#### WHAT THE EXERCISE ASKS
Provide the number of lines below containing the word "setLineDash", without any other words.

#### INFORMATION SUPPLIED
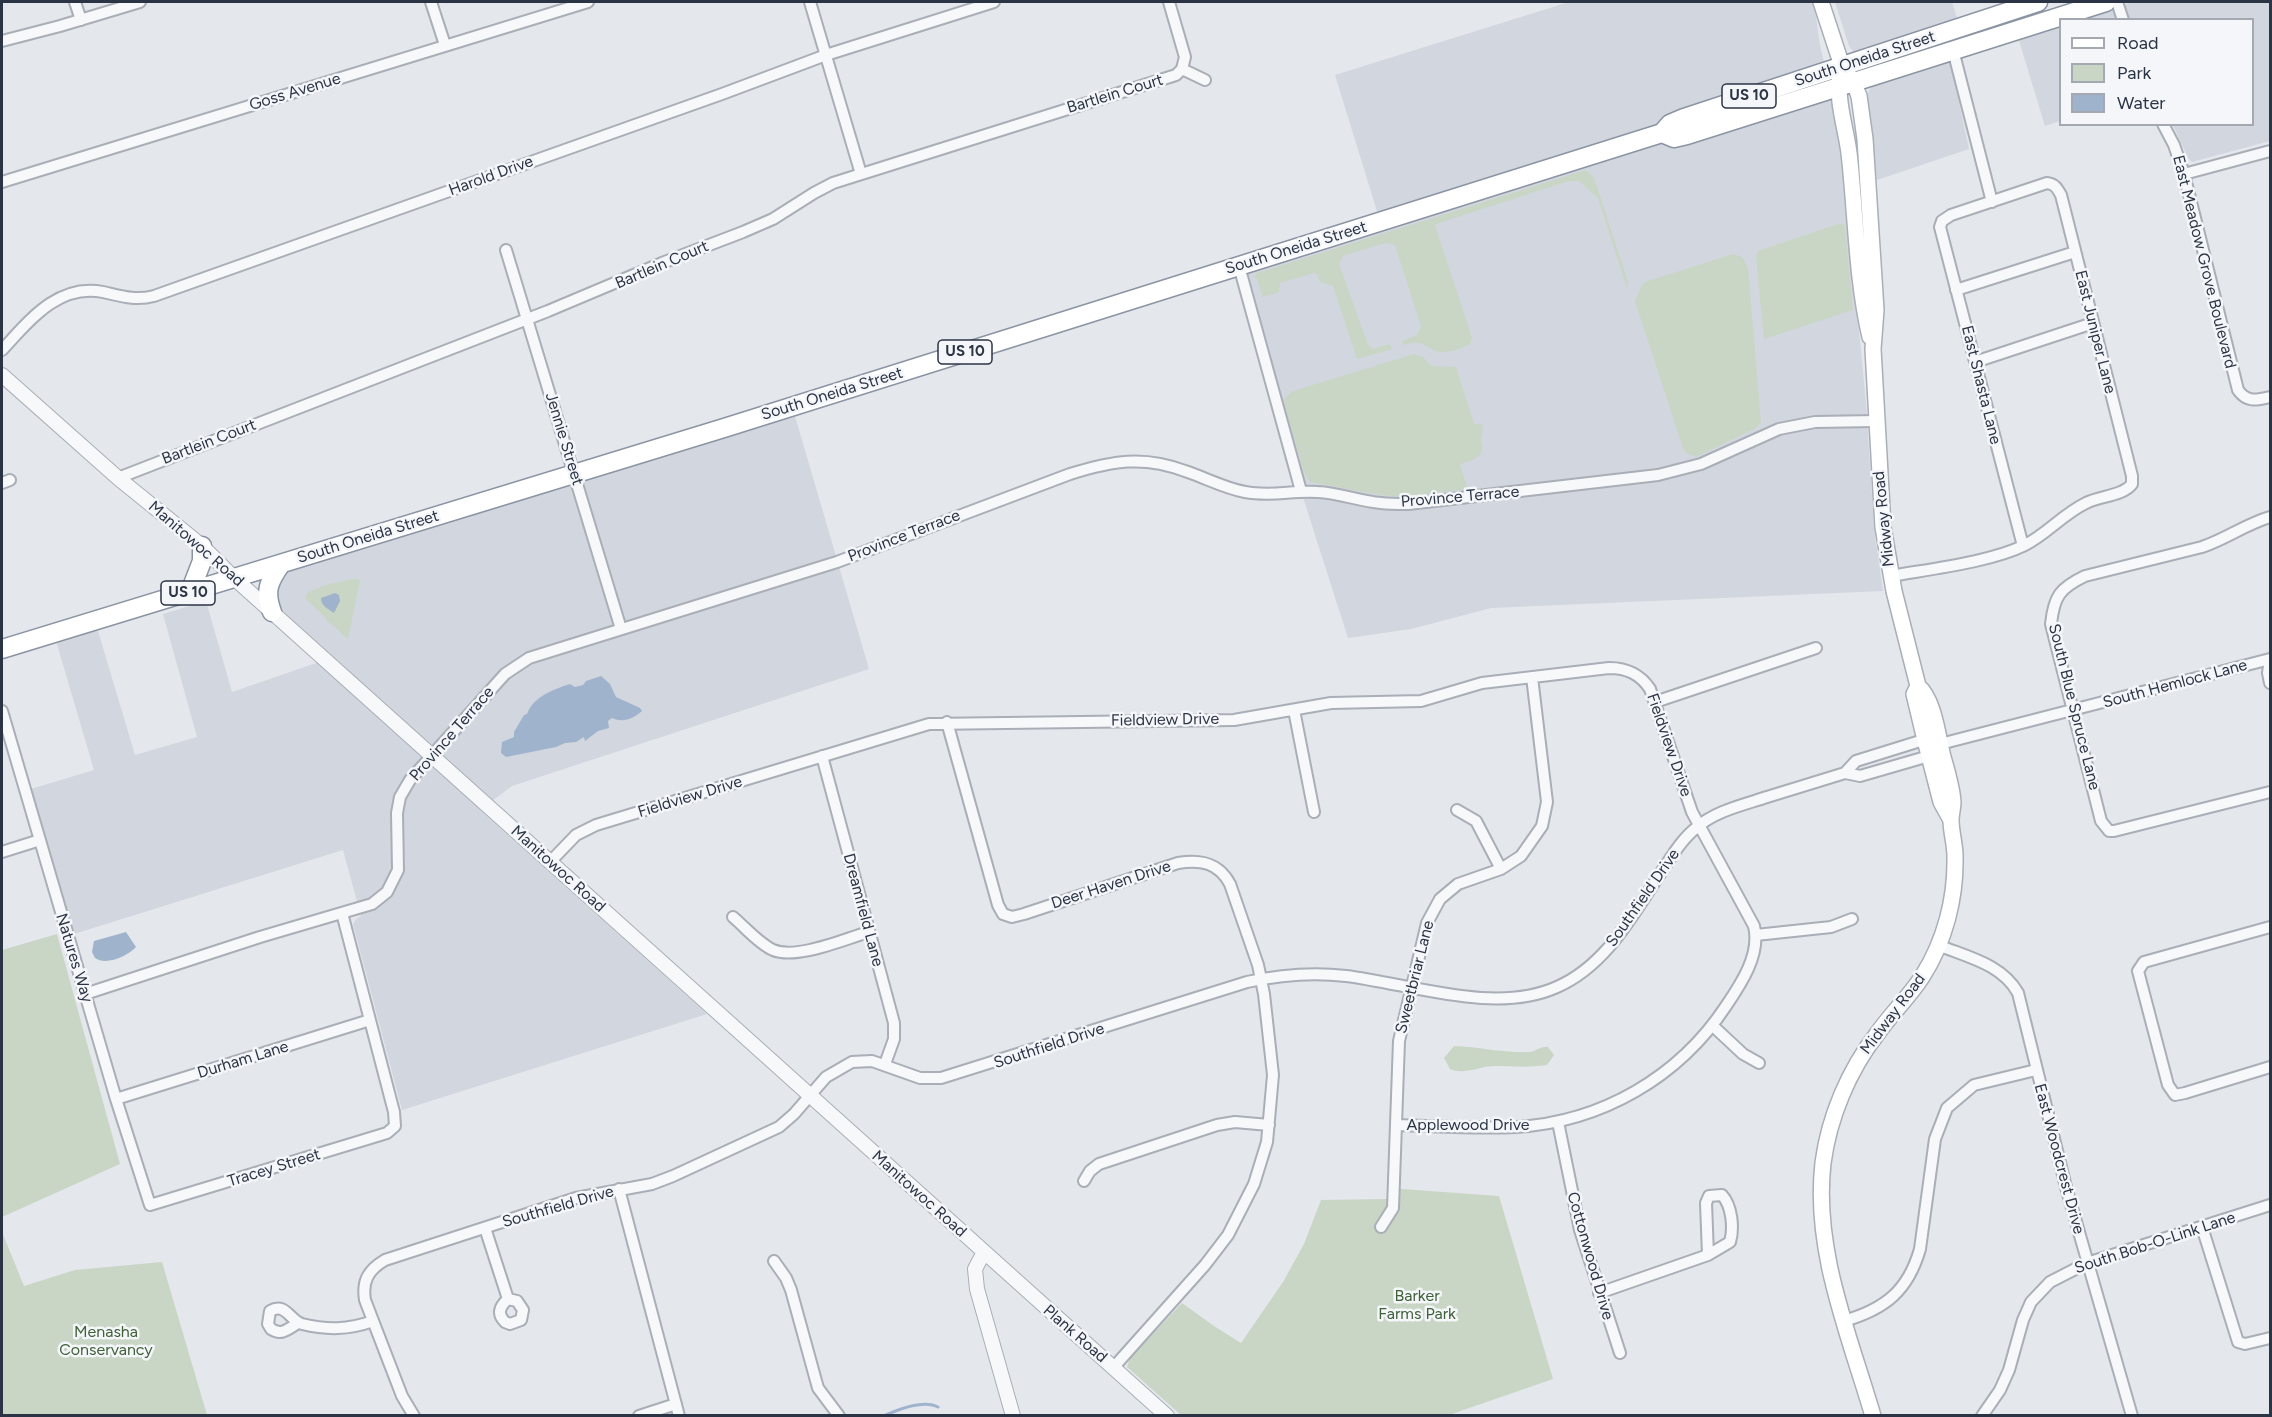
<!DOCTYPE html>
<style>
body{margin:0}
#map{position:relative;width:2272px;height:1417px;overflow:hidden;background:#e4e7ec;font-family:Figtree,sans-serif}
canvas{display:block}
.frame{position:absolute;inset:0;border:3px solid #2b3445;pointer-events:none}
.legend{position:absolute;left:2059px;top:18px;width:195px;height:108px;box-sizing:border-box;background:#f4f6f9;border:2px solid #a4a8b1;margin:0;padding:8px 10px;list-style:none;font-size:18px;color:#2b3445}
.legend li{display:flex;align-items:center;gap:12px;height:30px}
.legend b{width:30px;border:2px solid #a4a8b1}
</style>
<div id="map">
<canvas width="2272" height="1417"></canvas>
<div class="frame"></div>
<ul class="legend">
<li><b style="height:8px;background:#fff"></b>Road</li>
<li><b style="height:16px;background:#c9d6c5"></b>Park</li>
<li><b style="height:16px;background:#9fb4cc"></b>Water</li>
</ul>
</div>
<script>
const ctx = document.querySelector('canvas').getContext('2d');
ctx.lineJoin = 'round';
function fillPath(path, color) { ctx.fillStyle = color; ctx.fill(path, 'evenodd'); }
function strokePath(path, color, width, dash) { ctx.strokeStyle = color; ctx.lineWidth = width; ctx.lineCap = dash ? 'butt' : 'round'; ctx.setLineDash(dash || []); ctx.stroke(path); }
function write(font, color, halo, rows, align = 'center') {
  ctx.font = font + ' Figtree,sans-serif'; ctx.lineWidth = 5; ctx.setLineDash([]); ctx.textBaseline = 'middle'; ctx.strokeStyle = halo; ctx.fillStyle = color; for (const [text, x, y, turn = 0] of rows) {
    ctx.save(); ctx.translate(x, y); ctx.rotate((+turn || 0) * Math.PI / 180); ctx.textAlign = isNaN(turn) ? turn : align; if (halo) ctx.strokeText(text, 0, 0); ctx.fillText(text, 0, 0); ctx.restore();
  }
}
fillPath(new Path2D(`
 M1569,2H1814L1820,45L1840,132L1866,403L1874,528L1883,591L1491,608L1411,629L1348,638L1301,491L1239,266L1380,221L1335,75Z
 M1835,2H1952L1957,18L1912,40L1855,54L1849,46Z
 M2133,2H2270V141L2192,162L2188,158L2173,125L2252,124V20H2069Z
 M2060,22V121L2045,126L2017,34Z
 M1948,60L1951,65L1969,149L1877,180L1866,100L1869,90L1875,84Z
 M792,406L869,669L512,786L480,810L707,1014L402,1110L353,924L356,919L361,916L343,850L74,934L31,789L94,770L54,634L95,621L135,755L197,737L163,614L206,601L232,692L325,660L272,612L273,576Z`), '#d2d6de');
fillPath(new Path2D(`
 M1586,170L1594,178L1628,282L1627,288L1598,198L1579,181H1569L1436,224L1435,226L1472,338L1470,344C1462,348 1450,353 1441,352C1424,350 1426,338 1403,345L1402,341L1417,335L1421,326L1395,245L1386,243L1343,256L1339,264L1368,345L1373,349L1390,344L1392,349L1357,359L1333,286L1320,282L1317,274L1314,273L1280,283L1279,292L1263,297L1257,279L1254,277L1257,273Z
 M1838,224H1844L1845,229L1853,310L1764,339L1756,257L1758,251Z
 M1733,254L1742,257L1748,268L1761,423L1754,429L1696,457L1686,453L1683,448L1635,301L1641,287L1645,282Z
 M1414,354L1423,357L1431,366L1456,367L1474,424H1482C1484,430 1481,432 1481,438C1480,446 1483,441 1482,448C1482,460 1468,460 1460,465L1467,487L1466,489L1404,497L1380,495L1310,482L1305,475L1283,400L1293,391Z
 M354,579L360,580L348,639L330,623L327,622L326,618L305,598L308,592L329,584Z
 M57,934L120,1164L2,1217V950Z
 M1454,1046C1479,1047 1504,1053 1530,1052C1537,1051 1541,1046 1548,1047L1554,1055L1547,1065C1526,1068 1513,1066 1493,1066C1478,1067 1463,1075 1450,1069L1444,1058Z
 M1388,1188L1499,1196L1553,1379L1449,1415L1182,1416L1127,1367L1130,1358L1182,1303L1214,1326L1241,1343L1283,1282L1304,1244L1321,1200L1387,1199Z
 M2,1232L24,1286L75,1270L162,1262L207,1415H2Z`), '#c9d6c5');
fillPath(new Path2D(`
 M335,593L339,595L340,601L334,613C328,609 321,606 321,598Z
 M601,676L610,684L616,697L640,708L642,711C633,719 623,723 612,718L608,721L609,728L598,731L585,741L584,737L576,742L565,743L556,747L506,757L501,753L502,742L514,737V732L524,715L527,714C533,697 554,689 570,684L575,687L583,685L586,681Z
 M126,932L136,947C128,956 106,966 95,958L92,952L94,941Z`), '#9fb4cc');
strokePath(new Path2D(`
 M883,1416C898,1410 923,1399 938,1407`), '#9fb4cc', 3);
const minor = new Path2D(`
 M75,2L81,20
 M431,2L445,45
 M810,2L861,174
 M1169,2L1185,57L1182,69
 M2117,2L2123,20
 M2,41L60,26L140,2
 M1953,50L1992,202
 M1182,69L1205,80
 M2163,124L2174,145L2184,174L2238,390C2247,403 2257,400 2270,397
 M2184,174L2270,151
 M2,182L588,2
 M506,250L621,629
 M1239,266L1301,491
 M1956,290L2075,252
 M2,350C29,321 58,283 103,292C121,296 135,301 154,296L722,94L826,55L994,2
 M1975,362L2093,323
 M118,478L548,311L662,263L743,232L773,219L814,193L833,183L1176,75L1182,69
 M2,483L10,480
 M2270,517C2246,524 2226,539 2202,547L2085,576C2060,588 2054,596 2051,624L2101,821L2109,831H2114L2270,792
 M1891,576C1930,569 1991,562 2025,545C2047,534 2063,514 2086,503C2099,496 2123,496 2132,484V476L2061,195C2057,188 2055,184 2047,183L1951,215L1942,221L1940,227L2023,546
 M2270,659L2268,673L2270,683
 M1655,702L1816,648
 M1294,710L1314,812
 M2,711L116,1099L150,1205L387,1133L395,1126L394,1112L342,913
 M947,722L998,905L1003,914L1012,917L1024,914L1178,863C1201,859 1219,863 1230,884L1258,965L1264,994L1273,1075L1267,1142L1254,1184L1228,1235L1205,1265L1113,1368
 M822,756L894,1023V1039L885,1064
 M1845,773L1860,776L1929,756L1932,752
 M1457,810L1476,821L1501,869
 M2,852L40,840
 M550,862L576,835L596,825L929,724L1234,720L1331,703L1421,701L1482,683L1609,668C1627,668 1640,674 1650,689L1692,812L1754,926C1761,954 1741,984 1726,1006C1679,1077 1602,1122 1516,1127C1477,1129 1436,1126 1397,1125
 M733,917C746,928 758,943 773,950C797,960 844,939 869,932
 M2270,927L2144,962L2138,971L2168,1085L2175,1095L2185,1093L2270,1067
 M1756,935L1831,927L1852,919
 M1938,945C1967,957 2002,964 2018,993L2066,1187L2132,1416
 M85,994L260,937L372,904L387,892L398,870L397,813L400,797L410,780L505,674L529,658L837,562L1070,474C1112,461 1143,455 1185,471C1206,478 1224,488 1245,492C1273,497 1292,490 1318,492C1339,493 1359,501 1381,503C1389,504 1399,504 1408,504L1658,475L1701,464L1779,429L1815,422L1876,421
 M1713,1026L1743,1054L1759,1063
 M116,1099L370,1020
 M1558,1122L1580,1230L1620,1353
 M1084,1181L1090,1171L1099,1164L1217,1125L1235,1122L1269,1125
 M619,1189L679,1416
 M1381,1227L1393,1208L1399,1041L1427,923L1440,899L1458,884L1501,869L1521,856L1542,826L1547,802L1532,677
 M2202,1227L2238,1342L2245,1344L2270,1338
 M485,1228L508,1299C499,1307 497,1314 505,1322L510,1324L521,1320L523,1310L517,1301L508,1299
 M774,1261L786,1278L791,1290L818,1388L839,1416
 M1599,1293L1708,1255L1730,1242C1734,1228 1732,1206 1722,1195L1709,1196L1706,1203L1708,1255
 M1844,1321C1885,1309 1908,1291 1920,1249L1935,1139L1947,1108L1974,1085L2036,1070
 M298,1323C288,1329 282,1336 271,1329L268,1324L270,1311C286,1302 289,1320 302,1324C327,1330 348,1330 373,1321
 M414,1416L402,1396L365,1300C362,1281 368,1270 385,1260L576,1198L652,1184L673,1176L779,1127L794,1114L826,1077L852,1062L872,1061L920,1078H941L1247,982C1279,975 1313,972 1346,976C1411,984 1495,1015 1557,987C1607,965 1633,914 1662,871C1672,856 1682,839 1696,828C1715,811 1743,805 1767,797C1793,789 1819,781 1845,773L1856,761L1917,742L1925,740L1940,744L1948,742L2270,659
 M639,1416L676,1404
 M1982,1416L2000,1390L2009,1370L2023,1320L2031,1302L2050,1282L2087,1263L2270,1205`);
const tertiary = new Path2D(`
 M2,375L118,478L202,546L234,578L1167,1416
 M984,1252L975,1269L977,1289L1013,1416`);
const secondary = new Path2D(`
 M1821,2L1842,66L1853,81L1859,96L1865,139L1876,310L1873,349L1883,527L1894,591L1918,686C1934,699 1938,737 1943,757C1947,771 1952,787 1953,802C1953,808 1951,814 1951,820C1951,832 1955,844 1955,856C1956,898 1945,941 1922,977C1909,997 1891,1014 1877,1034C1849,1070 1829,1117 1823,1163C1813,1250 1849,1334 1873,1416
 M1840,75C1836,100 1846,129 1849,153C1856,214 1856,277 1870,337
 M1918,686L1914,694L1925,740L1941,802L1951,820`);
const trunk = new Path2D(`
 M1662,133L1674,138L1687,135L2106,2
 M190,592L202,561V546
 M272,612C264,591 269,581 281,564
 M2,649L724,428L1662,133L1670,124L1684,118L2038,2`);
strokePath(minor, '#a9aeb7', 14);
strokePath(tertiary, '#a9aeb7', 16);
strokePath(secondary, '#a9aeb7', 18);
strokePath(trunk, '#8b94a3', 21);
strokePath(minor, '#f7f8fa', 10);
strokePath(tertiary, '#f7f8fa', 14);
strokePath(secondary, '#fff', 15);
strokePath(trunk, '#fff', 18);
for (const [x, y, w] of [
 [1749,96,54],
 [965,352,54],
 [188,593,54]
]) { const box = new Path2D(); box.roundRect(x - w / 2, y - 12, w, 24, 4.5); ctx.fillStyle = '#f4f6f9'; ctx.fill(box); strokePath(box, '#2b3445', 1.5); }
write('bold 15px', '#2b3445', null, [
 ["US 10",1749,96],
 ["US 10",965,352],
 ["US 10",188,593]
]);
write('16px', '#2b3445', '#f4f6f9', [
 ["South Oneida Street",1865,59,-18],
 ["Goss Avenue",295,92,-17],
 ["Bartlein Court",1115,94,-17],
 ["Harold Drive",491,176,-20],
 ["South Oneida Street",1296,248,-17],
 ["East Meadow Grove Boulevard",2204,262,76],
 ["Bartlein Court",662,265,-23],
 ["East Juniper Lane",2095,332,76],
 ["East Shasta Lane",1981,385,76],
 ["South Oneida Street",832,394,-17],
 ["Jennie Street",564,439,73],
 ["Bartlein Court",209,442,-21],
 ["Province Terrace",1460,497,-5],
 ["Midway Road",1884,519,-96],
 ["Province Terrace",904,536,-21],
 ["South Oneida Street",368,537,-17],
 ["Manitowoc Road",196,544,41],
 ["South Hemlock Lane",2175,684,-15],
 ["South Blue Spruce Lane",2074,707,76],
 ["Fieldview Drive",1165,720,-1],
 ["Province Terrace",452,734,-49],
 ["Fieldview Drive",1669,745,71],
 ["Fieldview Drive",690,797,-17],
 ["Manitowoc Road",558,869,42],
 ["Deer Haven Drive",1111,885,-18],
 ["Southfield Drive",1643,898,-55],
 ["Dreamfield Lane",863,910,75],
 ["Natures Way",74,958,73],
 ["Sweetbriar Lane",1415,977,-76],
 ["Midway Road",1893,1014,-53],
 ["Southfield Drive",1049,1046,-18],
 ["Durham Lane",243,1060,-17],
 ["Applewood Drive",1468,1125],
 ["East Woodcrest Drive",2059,1159,75],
 ["Tracey Street",274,1168,-17],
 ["Manitowoc Road",919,1194,42],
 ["Southfield Drive",558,1207,-16],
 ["South Bob-O-Link Lane",2155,1243,-18],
 ["Cottonwood Drive",1590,1256,74],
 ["Plank Road",1075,1334,41]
]);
write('16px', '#3f6138', '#f4f6f9', [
 ["Barker",1417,1296],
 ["Farms Park",1417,1314],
 ["Menasha",106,1332],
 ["Conservancy",106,1350]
]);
</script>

#### WRITTEN SOLUTION
2